San Diego's 2010 offseason was filled with roster turnover, as the team elected to go younger and cheaper at several positions including nose tackle and running back. 2011 could produce much the same as San Diego stands well positioned for the draft while facing a number of tough free agent decisions within its roster.
Who among those players will San Diego allow to walk in favor of retaining better-fitting pieces? Here's a list of upcoming free agents San Diego could elect to let walk, as well as players that could get the axe to free up space to retain those San Diego wishes to keep.
The sparkplug player in San Diego’s offense, Sproles was the only running back retained from last year, though he came at a high cost. San Diego’s back to back one-year tags on Sproles have resulted in over $14 million in salary across the 2009 and 2010 season.
That is a lot to pay for a running back with less than 1,000 career rushing yards who ranked middle of the pack in return averages last year as well. He is still a valuable piece of the team as a multi-tool back who is a great receiving option, but San Diego’s last two deals may be their undoing as Sproles may be priced out of San Diego.
There is still the chance that Merriman is traded this offseason, but assuming he eventually relents to sign the one-year tender, Merriman will enter 2010 as one of the most watched Chargers.
A contract impasse following his tendering this year thwarted any potential draft-weekend trade, while Smith has maintained a firm stance on not wanting to offer up a long term contract for a player who has spent the past to seasons either out or slowed by injury.
Given the frustration San Diego brass has experienced dealing with Merriman this offseason, they may elect not to pursue him even if he has a rebound 2010 year.
Craig Davis has shown flashes of ability coupled with frequent time spent either injured or riding the bench. San Diego prefers to keep depth at other positions, and therefore carries five rather than six wide receivers. Given three spots are likely entrenched with Jackson, Floyd, and Naanee the team must be choosy when deciding upon how to round out the final two spots.
Unless Davis shows production rather than potential, his time will likely be up to make room for another promising youngster to be developed in his stead.
Realistically the team is likely to retain, at most, one of the two inside linebackers. Brandon Siler looks like an emerging starter while third-round pick Donald Butler should be making a strong push for playing time before the season is over.
Cooper has the edge at keeping his job because his situation as the team’s defensive signal caller and locker room leadership make him more valuable to San Diego than he would to another team, while Burnett was a solid but unspectacular rotation guy in his first year with the team.

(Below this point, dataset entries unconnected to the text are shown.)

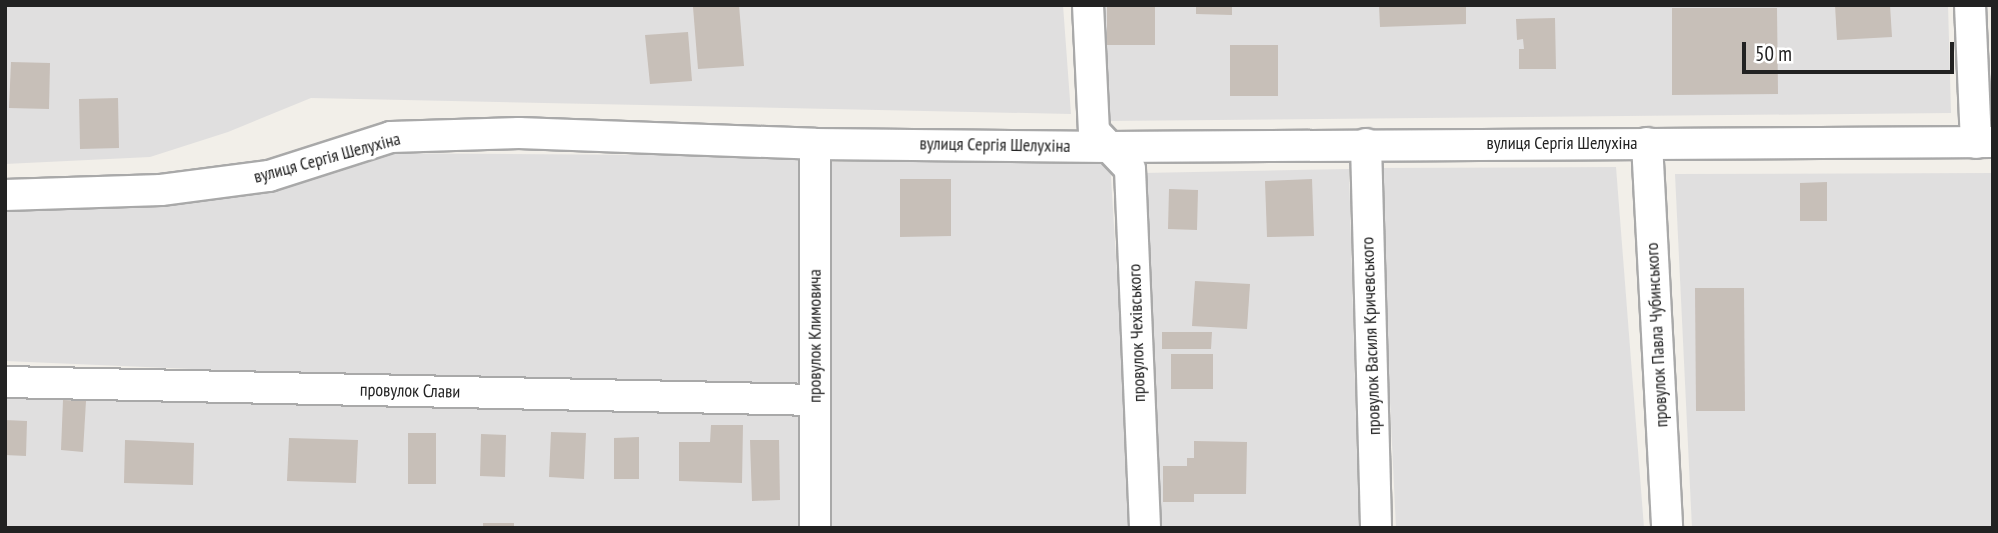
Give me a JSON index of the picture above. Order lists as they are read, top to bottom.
{
  "streets": {
    "street": [
      "вулиця Сергія Шелухіна",
      "провулок Чехівського",
      "провулок Павла Чубинського",
      "провулок Климовича",
      "провулок Василя Кричевського",
      "провулок Слави"
    ]
  },
  "crossings": [
    ["вулиця Сергія Шелухіна", "провулок Чехівського"],
    ["вулиця Сергія Шелухіна", "провулок Павла Чубинського"],
    ["вулиця Сергія Шелухіна", "провулок Климовича"],
    ["вулиця Сергія Шелухіна", "провулок Василя Кричевського"],
    ["провулок Климовича", "провулок Слави"]
  ],
  "scale_bar": "50 m"
}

Ultimately 2011 may lead to a purging of both unless one of these two can fend off the promising youth looking to take over at ILB.
One of the best candidates for the 'unexpected departure' category, Hester may lose out due to redundancy at the fullback position. At present, the team has three fullbacks on the roster thanks to hard-nosed Cory Jackson, something unusual in an era where some teams have eschewed the position entirely.
Jackson fits the role of a lead-blocker that can ram open holes for Matthews while picking up the occasional tough inside yard.
Tolbert fits the bill of an offensive weapon at Fullback who is still developing as a blocker, but has the downhill running ability and nice hands to give the team a legitimate threat with the football.
Hester falls into a no-man’s land between the two. He isn’t going to pound open holes as well as Jackson, but lacks the hands and running ability of Tolbert.
As a power-back/fullback tweener, what Hester will bring to the offense over Tolbert or Jackson is unclear and leaves him the odd man out.
Wilson was retained because he is a versatile tight end/H-back combo that is willing to block, but can catch the occasional ball in the red zone. Also helping his cause was Chicago’s hefty payout for blocking tight end Brandon Manumaleuna.
When San Diego drafted Dedrick Epps however they landed a player extremely similar to Wilson. Both are similar in build and style, while Epps has perhaps more upside as a blocker with a slightly bigger frame to Wilson.
Unless Epps looks very poor in his rookie year, don’t be surprised if Kris Wilson is let go and San Diego looks to the mid-rounds to find a Dennis Pitta type prospect to give them better variety at the position.